Namespaces
PXP supports namespaces (but they have to be explicitly enabled). In order to simplify the handling of namespace-aware documents PXP applies a transformation to the document which is called "prefix normalization". This transformation ensures that every namespace prefix uniquely identifies a namespace throughout the whole document.
Links to other documentation
Pxp_dtd.namespace_manager
Pxp_dtd.create_namespace_manager
Pxp_dtd.namespace_scope
Pxp_dtd.create_namespace_scope
A namespace is identified by a namespace URI (e.g. something like "http://company.org/namespaces/project1" - note that this URI is simply processed as string, and never looked up by an HTTP access). For brevity of formulation, one has to define a so-called namespace prefix for such a URI. For example:
<x:q xmlns:x="http://company.org/namespaces/project1">...</q>
The "xmlns:x" attribute is special, and declares that for this subtree the prefix "x" is to be used as replacement for the long URI. Here, "x:q" denotes that the element "q" in this namespace "x" is meant.
The problem is now that the URI defines the namespace, and not the prefix. In another subtree you may want to use the prefix "y" for the same namespace. This has always made it difficult to deal with namespaces in XML-processing software.
PXP, however, performs prefix normalization before it returns the tree. This means that all prefixes are changed to a norm prefix for the namespace. This can be the first prefix used for the namespace, or a prefix declared with a PXP extension, or a programmatically declared binding of the norm prefix to the namespace.
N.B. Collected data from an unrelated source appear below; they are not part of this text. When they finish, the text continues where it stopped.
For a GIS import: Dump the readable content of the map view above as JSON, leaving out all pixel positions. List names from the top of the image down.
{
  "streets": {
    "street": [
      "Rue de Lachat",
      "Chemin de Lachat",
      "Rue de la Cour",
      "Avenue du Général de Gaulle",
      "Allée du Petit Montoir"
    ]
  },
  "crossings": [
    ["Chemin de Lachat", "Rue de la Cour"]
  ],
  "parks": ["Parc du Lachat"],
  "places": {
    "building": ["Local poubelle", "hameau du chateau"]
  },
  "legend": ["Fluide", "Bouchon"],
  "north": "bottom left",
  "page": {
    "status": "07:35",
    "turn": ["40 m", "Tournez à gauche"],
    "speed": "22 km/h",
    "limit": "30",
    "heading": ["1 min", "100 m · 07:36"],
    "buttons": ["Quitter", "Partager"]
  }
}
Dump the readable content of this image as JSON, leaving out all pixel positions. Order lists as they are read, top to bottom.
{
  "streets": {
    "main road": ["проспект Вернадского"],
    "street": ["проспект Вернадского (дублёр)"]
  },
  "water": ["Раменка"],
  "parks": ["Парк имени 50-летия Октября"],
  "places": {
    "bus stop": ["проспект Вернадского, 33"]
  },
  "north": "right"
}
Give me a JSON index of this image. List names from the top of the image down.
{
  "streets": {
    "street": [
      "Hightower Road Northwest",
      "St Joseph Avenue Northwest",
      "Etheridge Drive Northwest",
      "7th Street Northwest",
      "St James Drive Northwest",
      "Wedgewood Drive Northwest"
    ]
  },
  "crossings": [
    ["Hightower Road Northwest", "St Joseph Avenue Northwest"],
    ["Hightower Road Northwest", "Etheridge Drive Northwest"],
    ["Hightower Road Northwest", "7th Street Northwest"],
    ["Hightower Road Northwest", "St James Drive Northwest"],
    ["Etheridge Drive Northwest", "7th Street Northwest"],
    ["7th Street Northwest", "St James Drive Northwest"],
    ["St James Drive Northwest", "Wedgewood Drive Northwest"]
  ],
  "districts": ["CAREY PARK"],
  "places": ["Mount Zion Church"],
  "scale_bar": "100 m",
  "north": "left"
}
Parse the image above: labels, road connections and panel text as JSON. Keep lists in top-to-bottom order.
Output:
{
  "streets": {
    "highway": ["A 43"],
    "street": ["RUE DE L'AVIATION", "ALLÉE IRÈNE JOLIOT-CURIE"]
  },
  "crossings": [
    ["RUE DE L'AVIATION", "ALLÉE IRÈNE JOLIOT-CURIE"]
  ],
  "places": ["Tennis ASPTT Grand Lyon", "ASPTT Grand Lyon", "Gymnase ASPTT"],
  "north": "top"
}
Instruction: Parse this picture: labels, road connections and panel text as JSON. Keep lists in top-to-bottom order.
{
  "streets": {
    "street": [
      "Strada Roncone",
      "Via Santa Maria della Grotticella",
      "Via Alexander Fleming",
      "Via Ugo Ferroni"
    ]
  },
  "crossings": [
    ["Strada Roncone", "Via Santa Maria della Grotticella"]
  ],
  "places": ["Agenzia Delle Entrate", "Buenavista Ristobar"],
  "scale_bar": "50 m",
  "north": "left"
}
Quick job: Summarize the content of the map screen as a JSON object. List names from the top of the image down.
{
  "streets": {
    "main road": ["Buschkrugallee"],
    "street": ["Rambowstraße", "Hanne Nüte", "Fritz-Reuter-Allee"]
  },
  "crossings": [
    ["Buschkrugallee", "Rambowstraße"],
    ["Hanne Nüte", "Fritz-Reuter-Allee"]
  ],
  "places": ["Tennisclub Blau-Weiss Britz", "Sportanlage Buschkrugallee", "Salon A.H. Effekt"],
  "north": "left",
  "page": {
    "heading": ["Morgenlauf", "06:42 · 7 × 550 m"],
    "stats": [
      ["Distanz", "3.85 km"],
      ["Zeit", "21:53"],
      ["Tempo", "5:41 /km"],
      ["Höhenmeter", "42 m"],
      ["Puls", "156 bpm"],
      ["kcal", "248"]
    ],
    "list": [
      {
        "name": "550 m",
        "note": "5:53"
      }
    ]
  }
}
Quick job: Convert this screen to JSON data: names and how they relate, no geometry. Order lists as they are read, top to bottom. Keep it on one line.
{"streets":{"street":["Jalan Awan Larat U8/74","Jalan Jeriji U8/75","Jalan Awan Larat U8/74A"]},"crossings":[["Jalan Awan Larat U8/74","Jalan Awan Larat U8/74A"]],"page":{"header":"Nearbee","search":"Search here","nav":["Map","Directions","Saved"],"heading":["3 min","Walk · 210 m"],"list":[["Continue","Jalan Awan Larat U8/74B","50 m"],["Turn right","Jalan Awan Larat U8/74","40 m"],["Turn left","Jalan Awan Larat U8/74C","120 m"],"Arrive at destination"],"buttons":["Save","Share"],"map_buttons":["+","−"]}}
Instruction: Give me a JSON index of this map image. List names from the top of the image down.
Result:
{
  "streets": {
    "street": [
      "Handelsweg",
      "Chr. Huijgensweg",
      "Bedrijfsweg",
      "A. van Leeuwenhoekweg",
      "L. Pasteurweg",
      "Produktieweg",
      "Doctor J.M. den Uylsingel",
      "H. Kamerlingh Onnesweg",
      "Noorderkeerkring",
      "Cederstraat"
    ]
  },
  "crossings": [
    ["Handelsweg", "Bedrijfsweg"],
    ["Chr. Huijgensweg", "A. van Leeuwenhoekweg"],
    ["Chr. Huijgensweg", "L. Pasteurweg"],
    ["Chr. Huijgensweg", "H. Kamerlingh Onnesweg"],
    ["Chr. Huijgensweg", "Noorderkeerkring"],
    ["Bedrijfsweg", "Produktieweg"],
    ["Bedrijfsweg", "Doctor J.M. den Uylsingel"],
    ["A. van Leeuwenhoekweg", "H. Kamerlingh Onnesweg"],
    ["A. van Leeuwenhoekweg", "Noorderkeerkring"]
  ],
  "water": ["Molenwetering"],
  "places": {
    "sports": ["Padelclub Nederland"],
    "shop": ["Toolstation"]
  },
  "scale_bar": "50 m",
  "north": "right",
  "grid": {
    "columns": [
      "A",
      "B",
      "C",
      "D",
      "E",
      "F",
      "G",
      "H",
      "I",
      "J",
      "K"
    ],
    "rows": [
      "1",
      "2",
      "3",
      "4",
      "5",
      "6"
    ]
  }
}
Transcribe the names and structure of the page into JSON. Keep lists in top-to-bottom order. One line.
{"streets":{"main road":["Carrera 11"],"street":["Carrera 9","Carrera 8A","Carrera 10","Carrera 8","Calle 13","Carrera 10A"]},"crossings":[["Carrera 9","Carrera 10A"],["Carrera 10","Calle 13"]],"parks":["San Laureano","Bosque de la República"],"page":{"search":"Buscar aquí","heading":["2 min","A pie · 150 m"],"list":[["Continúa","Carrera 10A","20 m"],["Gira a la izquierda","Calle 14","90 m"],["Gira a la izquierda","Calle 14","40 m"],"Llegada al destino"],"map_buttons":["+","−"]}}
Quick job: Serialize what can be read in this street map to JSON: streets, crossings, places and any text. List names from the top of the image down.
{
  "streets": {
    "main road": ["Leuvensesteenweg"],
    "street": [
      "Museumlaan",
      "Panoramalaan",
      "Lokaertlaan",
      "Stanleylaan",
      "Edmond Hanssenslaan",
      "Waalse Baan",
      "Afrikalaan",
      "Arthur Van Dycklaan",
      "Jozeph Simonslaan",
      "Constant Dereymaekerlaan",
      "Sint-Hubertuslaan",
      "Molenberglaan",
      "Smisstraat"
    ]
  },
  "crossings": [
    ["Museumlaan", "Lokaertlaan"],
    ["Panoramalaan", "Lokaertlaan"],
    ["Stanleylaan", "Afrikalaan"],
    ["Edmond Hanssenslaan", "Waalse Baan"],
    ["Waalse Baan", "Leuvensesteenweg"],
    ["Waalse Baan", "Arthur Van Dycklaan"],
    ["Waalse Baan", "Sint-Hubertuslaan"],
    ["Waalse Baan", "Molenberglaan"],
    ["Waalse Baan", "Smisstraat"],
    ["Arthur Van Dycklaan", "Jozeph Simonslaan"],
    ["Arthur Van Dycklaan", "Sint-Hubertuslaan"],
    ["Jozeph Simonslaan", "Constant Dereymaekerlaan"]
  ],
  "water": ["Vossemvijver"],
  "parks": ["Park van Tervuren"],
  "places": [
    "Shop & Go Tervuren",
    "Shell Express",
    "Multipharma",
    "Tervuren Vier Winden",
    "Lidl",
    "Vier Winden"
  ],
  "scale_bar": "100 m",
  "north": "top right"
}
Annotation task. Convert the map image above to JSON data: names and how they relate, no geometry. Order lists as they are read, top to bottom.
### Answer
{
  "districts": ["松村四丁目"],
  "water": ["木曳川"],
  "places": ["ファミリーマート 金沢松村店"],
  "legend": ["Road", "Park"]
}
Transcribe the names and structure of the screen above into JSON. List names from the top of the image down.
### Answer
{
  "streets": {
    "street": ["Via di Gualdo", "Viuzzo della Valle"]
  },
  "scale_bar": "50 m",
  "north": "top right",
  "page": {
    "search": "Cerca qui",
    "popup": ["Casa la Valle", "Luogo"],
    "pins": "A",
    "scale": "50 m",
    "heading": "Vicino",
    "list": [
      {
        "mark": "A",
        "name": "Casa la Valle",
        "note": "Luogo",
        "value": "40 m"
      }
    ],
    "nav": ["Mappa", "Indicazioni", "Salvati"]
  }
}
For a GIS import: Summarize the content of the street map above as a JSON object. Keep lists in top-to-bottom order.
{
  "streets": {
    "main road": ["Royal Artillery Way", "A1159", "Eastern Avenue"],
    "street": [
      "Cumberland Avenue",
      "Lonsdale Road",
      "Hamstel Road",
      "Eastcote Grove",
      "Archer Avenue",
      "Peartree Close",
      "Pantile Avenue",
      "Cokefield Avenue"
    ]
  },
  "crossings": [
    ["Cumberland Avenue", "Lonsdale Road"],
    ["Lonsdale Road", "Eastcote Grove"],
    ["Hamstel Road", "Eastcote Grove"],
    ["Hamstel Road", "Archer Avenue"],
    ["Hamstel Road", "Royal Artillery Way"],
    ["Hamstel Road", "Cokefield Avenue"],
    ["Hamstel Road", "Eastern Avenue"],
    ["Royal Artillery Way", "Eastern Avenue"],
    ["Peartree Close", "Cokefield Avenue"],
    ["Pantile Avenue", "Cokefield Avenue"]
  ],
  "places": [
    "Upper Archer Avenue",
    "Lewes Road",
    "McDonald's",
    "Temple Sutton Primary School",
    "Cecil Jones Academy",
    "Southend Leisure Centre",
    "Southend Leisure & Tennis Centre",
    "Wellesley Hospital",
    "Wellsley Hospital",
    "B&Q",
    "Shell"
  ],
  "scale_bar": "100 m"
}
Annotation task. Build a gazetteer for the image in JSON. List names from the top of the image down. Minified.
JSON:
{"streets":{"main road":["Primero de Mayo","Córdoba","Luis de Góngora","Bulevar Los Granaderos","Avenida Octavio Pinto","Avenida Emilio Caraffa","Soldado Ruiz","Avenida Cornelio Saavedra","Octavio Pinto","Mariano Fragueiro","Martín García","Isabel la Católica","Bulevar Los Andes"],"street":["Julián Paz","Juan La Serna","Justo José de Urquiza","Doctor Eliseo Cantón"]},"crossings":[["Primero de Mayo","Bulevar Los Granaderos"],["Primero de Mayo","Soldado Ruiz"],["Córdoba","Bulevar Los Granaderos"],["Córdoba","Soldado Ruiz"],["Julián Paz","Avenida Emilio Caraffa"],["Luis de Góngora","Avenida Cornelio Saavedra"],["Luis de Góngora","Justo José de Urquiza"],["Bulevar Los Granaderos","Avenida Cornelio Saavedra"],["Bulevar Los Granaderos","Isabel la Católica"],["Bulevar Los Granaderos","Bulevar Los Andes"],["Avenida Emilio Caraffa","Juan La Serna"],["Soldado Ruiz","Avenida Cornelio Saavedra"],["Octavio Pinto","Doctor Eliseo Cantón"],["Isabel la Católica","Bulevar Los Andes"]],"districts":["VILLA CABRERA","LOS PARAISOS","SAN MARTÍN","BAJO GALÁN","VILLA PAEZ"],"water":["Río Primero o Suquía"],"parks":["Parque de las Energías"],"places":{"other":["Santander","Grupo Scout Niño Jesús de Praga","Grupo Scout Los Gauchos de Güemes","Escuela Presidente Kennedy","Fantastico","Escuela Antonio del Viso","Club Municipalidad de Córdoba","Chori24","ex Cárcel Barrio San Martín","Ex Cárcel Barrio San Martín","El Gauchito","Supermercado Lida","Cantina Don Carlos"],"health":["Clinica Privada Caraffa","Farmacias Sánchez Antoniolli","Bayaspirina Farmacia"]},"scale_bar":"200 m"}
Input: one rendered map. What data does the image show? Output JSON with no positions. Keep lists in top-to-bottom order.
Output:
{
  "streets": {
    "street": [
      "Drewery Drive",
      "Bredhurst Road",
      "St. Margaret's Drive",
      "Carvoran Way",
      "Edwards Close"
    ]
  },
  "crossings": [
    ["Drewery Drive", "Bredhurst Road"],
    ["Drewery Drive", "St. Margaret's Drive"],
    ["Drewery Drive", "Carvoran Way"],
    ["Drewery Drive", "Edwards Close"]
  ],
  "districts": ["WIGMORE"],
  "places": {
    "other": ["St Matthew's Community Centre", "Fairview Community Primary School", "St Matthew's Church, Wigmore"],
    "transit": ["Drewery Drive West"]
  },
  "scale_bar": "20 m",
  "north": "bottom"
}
In order to use the PXP implementation of namespaces, one has to
set enable_namespace_processing
in the parser configuration, and
to use namespace-aware node implementations. If you don't use extended
node trees, this means to use Pxp_tree_parser.default_namespace_spec
instead of Pxp_tree_parser.default_spec
. A good starting point
to enable all that:
let nsmng = Pxp_dtd.create_namespace_manager()
let config =
{ Pxp_types.default_config with
enable_namespace_processing = Some nsmng
}
let source = ...
let spec = Pxp_tree_parser.default_namespace_spec
let doc = Pxp_tree_parser.parse_document_entity config source spec
let root = doc#root
The namespace-aware implementations of the node
class type define
additional namespace methods like namespace_uri
(see
Pxp_document.node.namespace_uri
). (Although you also could direct
the parser to create non-namespace-aware nodes, this does not make
much sense, as you do not get these special access methods then.)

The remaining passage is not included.